Consider Jeffrey’s grandmother.

She arrived in the U.S. from Czarist Russia at age 7.  In 1914, she became a U.S. citizen.  Her father’s naturalization certificate (above) included her as minor child “Annie Dorothy”.

In 1942, Annie became a U.S. citizen a second time.  Borders had been redrawn; her birthplace is given as Lithuania.


Why did Annie naturalize twice?

Because of a stupid law.

In 1921, Annie married Hymon.


Like Annie, Hymon was born in Russia/Lithuania and lived in the USA.  Unlike Annie, Hymon had a green card.  Congress decreed that American women, like Annie, lost their U.S. citizenship when they married foreign men, like Hymon.

From 1906 until 1914, and again from 1921 to 1942, “alien” Annie had no Constitutional right to be in the United States.  Her lawful presence was a privilege revocable at the whim of Congress.   If she had committed a crime, or held unpopular political views, or for any reason Congress chose, as an “alien” she could have been banished from the U.S. for life.

This particular “distinction-without-a-difference” — taking U.S. citizenship away from American women who happened to marry foreigners — has been abolished.  But our law retains similar foolishness.  Our law divides people into categories not based on the reality of their suffering (refugees), community membership (long-resident unauthorized migrants), or economic value (taxpayers, workers, customers).  Congress makes stuff up.

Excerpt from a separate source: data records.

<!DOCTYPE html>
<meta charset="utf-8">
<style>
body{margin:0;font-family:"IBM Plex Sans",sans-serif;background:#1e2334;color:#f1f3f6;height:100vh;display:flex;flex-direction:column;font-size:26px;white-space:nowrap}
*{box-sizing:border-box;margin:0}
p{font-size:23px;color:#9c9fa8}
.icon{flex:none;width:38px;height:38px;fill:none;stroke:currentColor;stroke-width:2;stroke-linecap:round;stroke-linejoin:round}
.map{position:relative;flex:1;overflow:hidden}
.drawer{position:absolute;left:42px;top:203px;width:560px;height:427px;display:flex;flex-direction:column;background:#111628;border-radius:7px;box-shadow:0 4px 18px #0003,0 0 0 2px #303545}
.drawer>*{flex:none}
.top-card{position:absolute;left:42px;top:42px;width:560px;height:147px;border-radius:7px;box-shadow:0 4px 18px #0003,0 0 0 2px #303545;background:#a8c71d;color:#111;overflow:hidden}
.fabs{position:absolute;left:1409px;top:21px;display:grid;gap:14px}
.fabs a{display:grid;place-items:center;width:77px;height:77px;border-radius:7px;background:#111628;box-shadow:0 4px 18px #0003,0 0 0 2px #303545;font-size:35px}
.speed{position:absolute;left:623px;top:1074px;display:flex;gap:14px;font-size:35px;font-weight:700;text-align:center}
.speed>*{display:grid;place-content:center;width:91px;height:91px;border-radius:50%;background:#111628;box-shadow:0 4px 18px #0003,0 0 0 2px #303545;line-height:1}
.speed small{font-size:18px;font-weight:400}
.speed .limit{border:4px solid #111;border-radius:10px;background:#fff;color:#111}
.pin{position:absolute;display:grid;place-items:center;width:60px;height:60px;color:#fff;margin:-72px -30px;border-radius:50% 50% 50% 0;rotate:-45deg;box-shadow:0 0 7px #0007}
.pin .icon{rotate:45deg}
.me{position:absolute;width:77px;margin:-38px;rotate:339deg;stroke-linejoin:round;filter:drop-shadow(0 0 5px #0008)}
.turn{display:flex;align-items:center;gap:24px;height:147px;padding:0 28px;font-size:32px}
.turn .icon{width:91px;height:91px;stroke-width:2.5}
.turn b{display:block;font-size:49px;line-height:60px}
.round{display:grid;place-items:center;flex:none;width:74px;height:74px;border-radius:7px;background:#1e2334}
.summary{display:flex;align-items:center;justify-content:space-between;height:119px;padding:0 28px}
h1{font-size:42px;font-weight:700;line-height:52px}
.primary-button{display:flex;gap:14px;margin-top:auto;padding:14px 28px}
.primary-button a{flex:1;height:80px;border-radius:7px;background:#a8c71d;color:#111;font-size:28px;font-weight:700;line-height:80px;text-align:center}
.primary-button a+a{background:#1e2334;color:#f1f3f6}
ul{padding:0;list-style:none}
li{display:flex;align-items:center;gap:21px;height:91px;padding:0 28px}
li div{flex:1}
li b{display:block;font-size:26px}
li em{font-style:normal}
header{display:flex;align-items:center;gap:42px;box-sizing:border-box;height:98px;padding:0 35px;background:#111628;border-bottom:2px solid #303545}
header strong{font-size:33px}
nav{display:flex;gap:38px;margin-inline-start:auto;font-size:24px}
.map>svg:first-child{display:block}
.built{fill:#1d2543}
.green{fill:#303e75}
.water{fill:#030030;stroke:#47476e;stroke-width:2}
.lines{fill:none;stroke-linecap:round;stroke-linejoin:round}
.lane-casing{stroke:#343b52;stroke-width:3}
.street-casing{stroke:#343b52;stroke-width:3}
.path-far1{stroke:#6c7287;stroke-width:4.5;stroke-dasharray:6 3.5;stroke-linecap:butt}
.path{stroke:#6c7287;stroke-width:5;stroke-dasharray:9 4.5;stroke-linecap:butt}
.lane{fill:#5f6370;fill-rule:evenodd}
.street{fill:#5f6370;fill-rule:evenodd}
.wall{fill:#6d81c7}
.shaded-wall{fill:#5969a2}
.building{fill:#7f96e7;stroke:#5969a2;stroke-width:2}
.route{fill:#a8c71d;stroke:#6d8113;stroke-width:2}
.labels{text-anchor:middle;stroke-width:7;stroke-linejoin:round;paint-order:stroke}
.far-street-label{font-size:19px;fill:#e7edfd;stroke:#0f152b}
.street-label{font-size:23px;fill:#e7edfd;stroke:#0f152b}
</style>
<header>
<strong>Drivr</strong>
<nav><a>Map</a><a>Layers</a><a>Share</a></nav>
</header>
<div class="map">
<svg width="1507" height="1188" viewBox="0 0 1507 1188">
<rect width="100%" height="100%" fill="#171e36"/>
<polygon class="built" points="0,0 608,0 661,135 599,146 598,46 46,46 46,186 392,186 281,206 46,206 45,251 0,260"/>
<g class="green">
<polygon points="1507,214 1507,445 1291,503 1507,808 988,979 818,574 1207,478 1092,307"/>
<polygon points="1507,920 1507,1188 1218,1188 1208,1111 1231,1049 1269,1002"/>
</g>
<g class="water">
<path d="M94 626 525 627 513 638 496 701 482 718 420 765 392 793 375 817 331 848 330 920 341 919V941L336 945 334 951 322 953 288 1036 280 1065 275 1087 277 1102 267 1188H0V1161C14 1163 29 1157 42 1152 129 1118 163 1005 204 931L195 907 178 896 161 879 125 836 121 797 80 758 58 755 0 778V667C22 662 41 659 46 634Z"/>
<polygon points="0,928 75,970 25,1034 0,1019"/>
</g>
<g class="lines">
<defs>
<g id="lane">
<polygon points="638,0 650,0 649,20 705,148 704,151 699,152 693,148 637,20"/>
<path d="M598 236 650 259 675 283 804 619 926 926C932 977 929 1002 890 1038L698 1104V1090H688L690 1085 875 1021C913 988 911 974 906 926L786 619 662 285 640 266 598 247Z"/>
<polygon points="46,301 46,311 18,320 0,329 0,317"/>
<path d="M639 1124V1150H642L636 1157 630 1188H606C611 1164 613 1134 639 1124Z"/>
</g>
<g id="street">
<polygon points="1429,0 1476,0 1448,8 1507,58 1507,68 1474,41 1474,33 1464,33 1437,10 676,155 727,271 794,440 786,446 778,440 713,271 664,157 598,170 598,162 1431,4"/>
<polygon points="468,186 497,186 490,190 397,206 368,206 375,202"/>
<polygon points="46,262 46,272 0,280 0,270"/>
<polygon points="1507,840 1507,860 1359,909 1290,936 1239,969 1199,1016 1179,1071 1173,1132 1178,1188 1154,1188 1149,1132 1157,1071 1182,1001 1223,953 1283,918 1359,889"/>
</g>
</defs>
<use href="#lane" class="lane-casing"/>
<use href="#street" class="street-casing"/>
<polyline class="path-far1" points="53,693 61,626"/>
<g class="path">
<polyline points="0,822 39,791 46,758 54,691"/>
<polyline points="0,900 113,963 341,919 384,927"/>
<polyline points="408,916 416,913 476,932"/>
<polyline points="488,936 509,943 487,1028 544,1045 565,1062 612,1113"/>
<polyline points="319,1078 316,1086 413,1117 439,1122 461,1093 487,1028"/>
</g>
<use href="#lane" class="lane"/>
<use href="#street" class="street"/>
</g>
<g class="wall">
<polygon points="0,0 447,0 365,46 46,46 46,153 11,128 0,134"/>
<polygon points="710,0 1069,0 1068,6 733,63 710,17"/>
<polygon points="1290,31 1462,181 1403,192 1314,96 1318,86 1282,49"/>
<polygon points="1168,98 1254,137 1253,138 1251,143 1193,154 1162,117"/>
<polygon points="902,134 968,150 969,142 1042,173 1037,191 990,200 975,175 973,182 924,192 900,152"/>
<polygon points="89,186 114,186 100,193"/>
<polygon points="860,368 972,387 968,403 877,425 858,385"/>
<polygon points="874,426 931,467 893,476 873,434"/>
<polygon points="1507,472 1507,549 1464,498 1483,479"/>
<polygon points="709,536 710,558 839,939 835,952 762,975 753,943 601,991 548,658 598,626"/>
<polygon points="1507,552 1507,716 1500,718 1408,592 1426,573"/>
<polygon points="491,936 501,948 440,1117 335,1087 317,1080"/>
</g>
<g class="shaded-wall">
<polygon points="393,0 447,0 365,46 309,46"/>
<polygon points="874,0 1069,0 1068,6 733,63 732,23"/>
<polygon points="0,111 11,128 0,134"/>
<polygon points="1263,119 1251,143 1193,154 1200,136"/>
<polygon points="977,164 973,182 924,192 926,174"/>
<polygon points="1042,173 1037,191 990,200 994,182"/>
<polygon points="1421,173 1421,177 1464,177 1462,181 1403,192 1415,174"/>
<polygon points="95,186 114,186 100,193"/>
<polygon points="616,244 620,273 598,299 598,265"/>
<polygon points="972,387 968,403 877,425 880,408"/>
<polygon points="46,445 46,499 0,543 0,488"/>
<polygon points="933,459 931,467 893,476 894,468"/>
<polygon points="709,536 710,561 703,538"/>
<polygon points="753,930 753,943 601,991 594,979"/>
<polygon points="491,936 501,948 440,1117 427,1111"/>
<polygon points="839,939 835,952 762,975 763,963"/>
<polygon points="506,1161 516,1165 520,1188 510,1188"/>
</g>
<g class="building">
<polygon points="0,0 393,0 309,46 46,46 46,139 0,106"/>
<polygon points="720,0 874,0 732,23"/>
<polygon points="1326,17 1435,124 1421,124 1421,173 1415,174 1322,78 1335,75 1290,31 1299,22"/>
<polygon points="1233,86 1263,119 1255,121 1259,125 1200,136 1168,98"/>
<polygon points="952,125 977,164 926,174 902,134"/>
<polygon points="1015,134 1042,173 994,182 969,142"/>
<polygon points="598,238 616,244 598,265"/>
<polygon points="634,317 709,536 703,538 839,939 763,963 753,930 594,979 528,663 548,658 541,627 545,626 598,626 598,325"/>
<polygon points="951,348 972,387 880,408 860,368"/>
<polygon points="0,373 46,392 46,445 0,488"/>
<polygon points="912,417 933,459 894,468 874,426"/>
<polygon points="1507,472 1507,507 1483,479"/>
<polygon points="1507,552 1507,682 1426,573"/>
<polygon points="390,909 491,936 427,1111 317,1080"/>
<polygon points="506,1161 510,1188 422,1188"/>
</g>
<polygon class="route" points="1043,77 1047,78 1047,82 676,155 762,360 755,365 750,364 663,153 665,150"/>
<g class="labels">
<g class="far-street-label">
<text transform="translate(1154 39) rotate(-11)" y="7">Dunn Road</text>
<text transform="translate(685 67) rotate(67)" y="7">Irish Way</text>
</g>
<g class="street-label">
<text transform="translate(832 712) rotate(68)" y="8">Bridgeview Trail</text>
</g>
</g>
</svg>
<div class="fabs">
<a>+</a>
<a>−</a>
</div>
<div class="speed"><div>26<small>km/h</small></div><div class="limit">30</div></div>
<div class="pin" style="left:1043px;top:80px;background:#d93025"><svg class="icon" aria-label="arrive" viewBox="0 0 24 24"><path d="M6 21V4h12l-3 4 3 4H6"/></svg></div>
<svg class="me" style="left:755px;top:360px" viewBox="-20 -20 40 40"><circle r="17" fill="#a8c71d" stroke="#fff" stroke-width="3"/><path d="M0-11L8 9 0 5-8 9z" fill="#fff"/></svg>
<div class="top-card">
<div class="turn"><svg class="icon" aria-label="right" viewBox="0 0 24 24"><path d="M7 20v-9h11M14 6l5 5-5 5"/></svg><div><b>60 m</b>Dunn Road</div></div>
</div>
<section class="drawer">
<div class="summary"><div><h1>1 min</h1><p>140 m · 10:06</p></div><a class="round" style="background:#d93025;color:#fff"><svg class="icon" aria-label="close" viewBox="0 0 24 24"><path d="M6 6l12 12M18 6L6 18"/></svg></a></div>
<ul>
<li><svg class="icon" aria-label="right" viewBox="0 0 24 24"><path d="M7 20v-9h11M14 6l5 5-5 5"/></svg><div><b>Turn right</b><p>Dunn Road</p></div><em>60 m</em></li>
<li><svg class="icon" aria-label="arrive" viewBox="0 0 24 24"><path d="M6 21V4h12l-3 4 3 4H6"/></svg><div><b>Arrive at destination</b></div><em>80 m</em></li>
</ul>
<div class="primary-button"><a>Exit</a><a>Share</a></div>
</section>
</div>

You’re innocent and threatened with starvation or violent death?  Whether we give you refuge depends on whether Congress says the harm you fear is “persecution”.  You’re a beloved noncitizen member of your American family and community?  You’re deportable if Congress says so.  You’re a wonderful noncitizen worker needed by your employer?  Congress tells the boss whom she can and cannot hire.  Rules trump reality.

The fact of actual suffering, or belonging, or value, does not depend on a piece of paper.  Calling a person “alien” does not make her so.  If the law irrebuttably supposes that children who grew up here, or adults who have made their families’ lives here, or women like Annie, are not actually American . . . let us defer to David Copperfield.  “If the law supposes that,” said Mr. Bumble, squeezing his hat emphatically in both hands, “the law is a ass — a idiot. If that’s the eye of the law, the law is a bachelor; and the worst I wish the law is, that his eye may be opened by experience — by experience.”